The data:
= Beginning of Section =

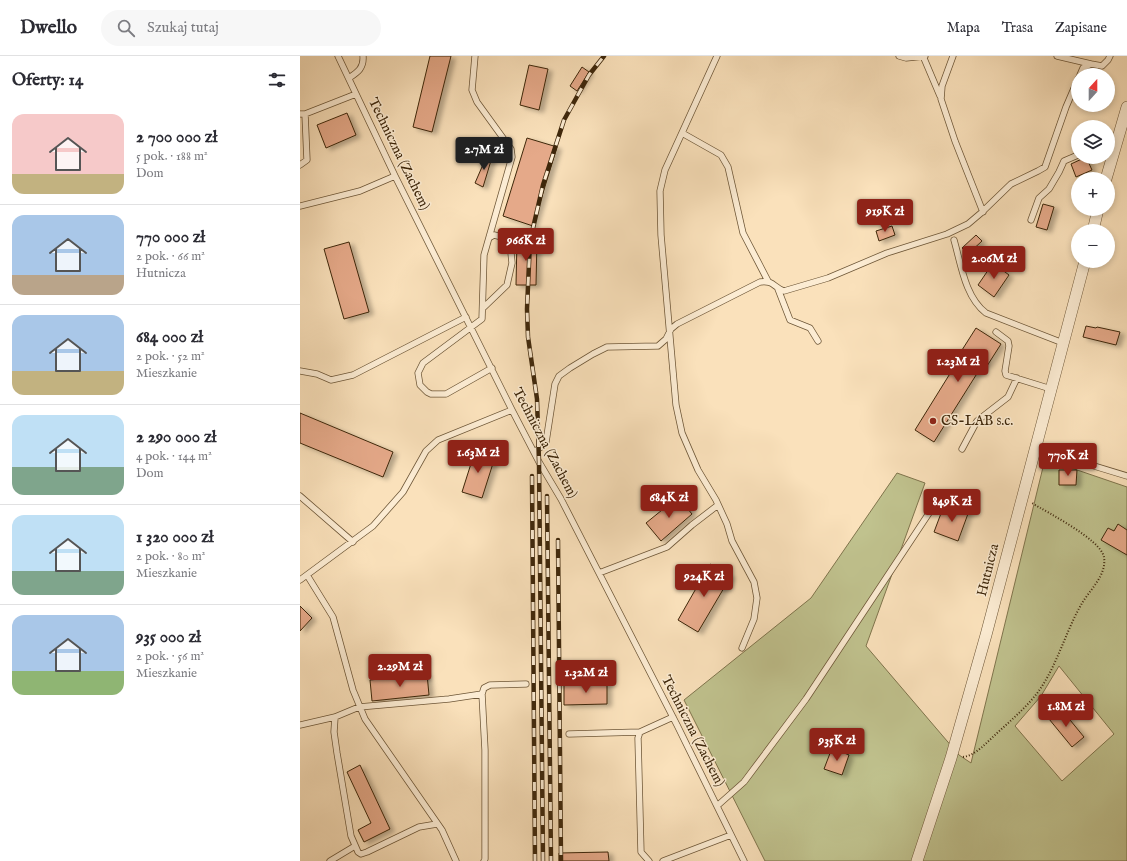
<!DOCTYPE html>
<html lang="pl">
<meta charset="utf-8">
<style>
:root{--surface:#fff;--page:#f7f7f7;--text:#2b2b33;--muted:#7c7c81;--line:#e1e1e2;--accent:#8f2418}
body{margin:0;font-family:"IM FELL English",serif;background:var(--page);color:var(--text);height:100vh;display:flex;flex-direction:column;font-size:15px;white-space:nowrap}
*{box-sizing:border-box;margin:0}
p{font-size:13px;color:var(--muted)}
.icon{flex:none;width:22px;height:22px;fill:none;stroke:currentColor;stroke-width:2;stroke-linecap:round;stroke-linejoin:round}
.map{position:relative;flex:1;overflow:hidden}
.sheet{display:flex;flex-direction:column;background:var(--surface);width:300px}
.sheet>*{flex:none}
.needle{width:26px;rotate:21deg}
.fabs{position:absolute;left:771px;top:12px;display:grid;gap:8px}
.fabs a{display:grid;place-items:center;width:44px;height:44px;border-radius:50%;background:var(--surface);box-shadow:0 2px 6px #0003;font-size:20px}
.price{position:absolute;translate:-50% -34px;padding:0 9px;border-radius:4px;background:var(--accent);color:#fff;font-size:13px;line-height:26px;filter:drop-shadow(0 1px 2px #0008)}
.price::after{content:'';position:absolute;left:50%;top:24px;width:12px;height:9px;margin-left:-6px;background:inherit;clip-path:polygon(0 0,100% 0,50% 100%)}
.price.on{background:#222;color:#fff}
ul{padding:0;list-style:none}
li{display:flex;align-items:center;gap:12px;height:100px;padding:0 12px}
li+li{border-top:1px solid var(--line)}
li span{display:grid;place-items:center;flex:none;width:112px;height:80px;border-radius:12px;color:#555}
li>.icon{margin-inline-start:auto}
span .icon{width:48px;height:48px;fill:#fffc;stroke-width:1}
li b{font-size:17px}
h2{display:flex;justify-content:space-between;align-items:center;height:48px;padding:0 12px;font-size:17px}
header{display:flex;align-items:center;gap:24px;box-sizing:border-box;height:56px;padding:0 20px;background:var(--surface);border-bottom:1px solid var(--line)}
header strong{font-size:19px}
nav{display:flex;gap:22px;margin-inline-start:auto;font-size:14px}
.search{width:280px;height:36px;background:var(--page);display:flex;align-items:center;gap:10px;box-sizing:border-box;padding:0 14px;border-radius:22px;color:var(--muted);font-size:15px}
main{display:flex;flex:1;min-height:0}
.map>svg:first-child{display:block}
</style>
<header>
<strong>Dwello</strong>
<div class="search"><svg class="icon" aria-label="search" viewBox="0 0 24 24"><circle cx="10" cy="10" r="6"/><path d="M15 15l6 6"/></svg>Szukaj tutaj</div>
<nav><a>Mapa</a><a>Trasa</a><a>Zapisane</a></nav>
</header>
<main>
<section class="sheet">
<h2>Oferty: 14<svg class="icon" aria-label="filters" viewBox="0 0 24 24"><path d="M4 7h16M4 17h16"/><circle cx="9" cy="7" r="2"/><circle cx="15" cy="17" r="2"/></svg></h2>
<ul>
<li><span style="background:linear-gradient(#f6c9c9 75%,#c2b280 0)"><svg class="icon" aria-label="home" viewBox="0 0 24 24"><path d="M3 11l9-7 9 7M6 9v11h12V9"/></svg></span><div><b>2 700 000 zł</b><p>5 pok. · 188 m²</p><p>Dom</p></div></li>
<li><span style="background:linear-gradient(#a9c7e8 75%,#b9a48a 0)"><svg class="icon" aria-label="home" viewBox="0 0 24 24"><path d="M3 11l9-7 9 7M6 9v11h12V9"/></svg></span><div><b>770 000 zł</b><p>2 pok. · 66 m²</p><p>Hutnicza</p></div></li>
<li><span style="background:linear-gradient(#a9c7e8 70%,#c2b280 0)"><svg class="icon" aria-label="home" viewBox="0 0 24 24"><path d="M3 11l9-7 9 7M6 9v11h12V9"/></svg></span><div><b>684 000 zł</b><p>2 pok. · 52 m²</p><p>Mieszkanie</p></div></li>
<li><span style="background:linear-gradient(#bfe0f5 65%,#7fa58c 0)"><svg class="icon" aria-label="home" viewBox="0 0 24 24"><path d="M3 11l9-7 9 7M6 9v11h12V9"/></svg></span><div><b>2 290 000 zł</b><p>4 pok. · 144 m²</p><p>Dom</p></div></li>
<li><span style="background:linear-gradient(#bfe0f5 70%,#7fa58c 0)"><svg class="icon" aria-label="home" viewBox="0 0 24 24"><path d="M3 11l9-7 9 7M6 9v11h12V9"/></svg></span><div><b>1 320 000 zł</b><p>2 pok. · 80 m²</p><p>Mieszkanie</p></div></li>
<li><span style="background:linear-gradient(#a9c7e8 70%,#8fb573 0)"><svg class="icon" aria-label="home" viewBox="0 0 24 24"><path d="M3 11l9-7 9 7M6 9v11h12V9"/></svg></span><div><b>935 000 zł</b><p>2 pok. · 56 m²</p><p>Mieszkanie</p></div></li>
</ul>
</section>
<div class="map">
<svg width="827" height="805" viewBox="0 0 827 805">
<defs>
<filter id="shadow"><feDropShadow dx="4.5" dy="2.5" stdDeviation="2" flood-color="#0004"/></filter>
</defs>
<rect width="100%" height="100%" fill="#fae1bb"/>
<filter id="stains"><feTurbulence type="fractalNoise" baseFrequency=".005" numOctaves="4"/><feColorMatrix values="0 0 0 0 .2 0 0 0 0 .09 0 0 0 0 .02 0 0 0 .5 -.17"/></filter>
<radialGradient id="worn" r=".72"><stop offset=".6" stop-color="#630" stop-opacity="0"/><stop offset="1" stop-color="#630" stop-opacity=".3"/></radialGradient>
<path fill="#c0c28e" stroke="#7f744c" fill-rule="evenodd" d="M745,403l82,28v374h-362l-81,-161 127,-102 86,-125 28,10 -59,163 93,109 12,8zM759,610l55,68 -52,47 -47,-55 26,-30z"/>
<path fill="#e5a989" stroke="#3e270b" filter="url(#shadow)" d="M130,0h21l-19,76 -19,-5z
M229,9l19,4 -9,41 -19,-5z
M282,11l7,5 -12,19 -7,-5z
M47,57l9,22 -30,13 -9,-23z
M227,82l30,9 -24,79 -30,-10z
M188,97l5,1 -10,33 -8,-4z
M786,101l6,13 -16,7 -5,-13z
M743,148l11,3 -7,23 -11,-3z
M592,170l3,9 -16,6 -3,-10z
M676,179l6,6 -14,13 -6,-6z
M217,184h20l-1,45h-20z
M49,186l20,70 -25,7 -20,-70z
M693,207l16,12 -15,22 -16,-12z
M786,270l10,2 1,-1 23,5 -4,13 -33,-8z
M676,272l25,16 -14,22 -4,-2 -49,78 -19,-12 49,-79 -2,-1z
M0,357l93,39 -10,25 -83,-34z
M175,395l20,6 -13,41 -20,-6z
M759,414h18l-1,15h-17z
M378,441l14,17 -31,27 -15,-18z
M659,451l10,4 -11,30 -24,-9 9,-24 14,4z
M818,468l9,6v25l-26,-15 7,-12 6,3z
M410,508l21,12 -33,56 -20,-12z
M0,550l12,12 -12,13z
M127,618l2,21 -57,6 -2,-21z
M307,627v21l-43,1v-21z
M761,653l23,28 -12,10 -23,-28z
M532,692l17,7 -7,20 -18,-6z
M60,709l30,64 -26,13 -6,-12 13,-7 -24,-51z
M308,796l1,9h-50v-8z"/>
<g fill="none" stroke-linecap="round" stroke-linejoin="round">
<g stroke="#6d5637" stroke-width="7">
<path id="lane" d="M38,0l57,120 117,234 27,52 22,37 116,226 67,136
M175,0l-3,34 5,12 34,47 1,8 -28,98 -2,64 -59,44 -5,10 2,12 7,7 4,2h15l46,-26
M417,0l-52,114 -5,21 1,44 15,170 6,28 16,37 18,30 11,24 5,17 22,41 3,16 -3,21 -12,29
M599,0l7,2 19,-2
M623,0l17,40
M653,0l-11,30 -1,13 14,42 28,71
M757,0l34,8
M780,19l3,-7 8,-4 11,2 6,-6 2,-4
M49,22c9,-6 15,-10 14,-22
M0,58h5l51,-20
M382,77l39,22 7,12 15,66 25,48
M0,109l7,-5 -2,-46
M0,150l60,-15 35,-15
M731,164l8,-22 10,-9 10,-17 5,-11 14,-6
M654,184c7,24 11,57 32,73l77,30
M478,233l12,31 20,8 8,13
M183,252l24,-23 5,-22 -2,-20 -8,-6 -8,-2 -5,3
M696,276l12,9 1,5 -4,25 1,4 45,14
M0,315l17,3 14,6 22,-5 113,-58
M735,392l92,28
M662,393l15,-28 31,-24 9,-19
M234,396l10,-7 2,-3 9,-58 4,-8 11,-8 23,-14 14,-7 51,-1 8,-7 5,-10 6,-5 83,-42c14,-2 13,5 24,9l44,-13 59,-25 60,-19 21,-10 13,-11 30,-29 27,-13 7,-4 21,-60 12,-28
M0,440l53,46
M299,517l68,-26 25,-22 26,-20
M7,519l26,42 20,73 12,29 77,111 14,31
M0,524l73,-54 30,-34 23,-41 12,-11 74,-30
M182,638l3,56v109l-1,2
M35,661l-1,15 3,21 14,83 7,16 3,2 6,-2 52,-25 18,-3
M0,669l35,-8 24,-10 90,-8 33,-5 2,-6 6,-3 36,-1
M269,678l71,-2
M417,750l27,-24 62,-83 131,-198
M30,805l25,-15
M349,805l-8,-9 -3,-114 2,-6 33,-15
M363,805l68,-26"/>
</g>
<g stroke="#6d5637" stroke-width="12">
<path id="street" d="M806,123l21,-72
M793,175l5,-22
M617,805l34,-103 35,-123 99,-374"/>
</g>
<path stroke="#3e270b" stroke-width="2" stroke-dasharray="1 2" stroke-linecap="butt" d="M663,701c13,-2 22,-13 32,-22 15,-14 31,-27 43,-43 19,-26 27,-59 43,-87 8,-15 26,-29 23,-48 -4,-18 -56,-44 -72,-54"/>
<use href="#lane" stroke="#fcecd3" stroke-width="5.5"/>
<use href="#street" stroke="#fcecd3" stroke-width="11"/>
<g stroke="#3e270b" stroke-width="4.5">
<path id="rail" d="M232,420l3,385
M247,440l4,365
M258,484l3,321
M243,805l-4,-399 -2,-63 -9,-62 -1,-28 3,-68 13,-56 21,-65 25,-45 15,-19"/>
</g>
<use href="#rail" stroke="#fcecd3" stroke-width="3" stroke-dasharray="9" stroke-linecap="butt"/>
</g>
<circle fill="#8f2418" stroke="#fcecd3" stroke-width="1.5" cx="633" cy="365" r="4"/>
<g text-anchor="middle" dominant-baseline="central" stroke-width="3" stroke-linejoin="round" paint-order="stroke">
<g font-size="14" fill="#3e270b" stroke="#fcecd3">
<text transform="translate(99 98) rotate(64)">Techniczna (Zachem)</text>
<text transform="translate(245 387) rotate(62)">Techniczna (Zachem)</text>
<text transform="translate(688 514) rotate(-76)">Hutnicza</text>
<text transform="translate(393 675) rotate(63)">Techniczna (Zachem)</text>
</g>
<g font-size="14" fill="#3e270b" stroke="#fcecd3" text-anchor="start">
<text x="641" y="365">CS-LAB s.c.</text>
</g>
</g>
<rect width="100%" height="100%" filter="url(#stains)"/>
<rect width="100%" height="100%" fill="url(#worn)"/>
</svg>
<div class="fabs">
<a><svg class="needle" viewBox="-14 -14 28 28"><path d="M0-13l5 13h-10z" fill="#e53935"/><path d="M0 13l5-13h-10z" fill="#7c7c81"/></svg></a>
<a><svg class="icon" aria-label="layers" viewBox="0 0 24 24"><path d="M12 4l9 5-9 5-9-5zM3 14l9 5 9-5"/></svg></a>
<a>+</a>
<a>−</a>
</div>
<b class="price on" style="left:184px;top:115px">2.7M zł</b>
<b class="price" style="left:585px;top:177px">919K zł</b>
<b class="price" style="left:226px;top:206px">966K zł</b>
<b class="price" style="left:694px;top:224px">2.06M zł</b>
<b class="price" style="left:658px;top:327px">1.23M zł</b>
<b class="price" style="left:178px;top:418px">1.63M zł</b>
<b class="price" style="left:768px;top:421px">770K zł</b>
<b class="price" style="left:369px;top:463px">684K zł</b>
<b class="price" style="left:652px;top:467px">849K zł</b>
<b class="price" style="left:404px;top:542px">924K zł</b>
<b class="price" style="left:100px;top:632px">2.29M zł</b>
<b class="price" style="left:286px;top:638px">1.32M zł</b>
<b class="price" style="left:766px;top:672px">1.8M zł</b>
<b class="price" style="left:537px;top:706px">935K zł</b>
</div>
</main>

= End of Section =

Work instruction: Go through the listing above and copy each line in which the string "href" is found.

Response to this task:
<use href="#lane" stroke="#fcecd3" stroke-width="5.5"/>
<use href="#street" stroke="#fcecd3" stroke-width="11"/>
<use href="#rail" stroke="#fcecd3" stroke-width="3" stroke-dasharray="9" stroke-linecap="butt"/>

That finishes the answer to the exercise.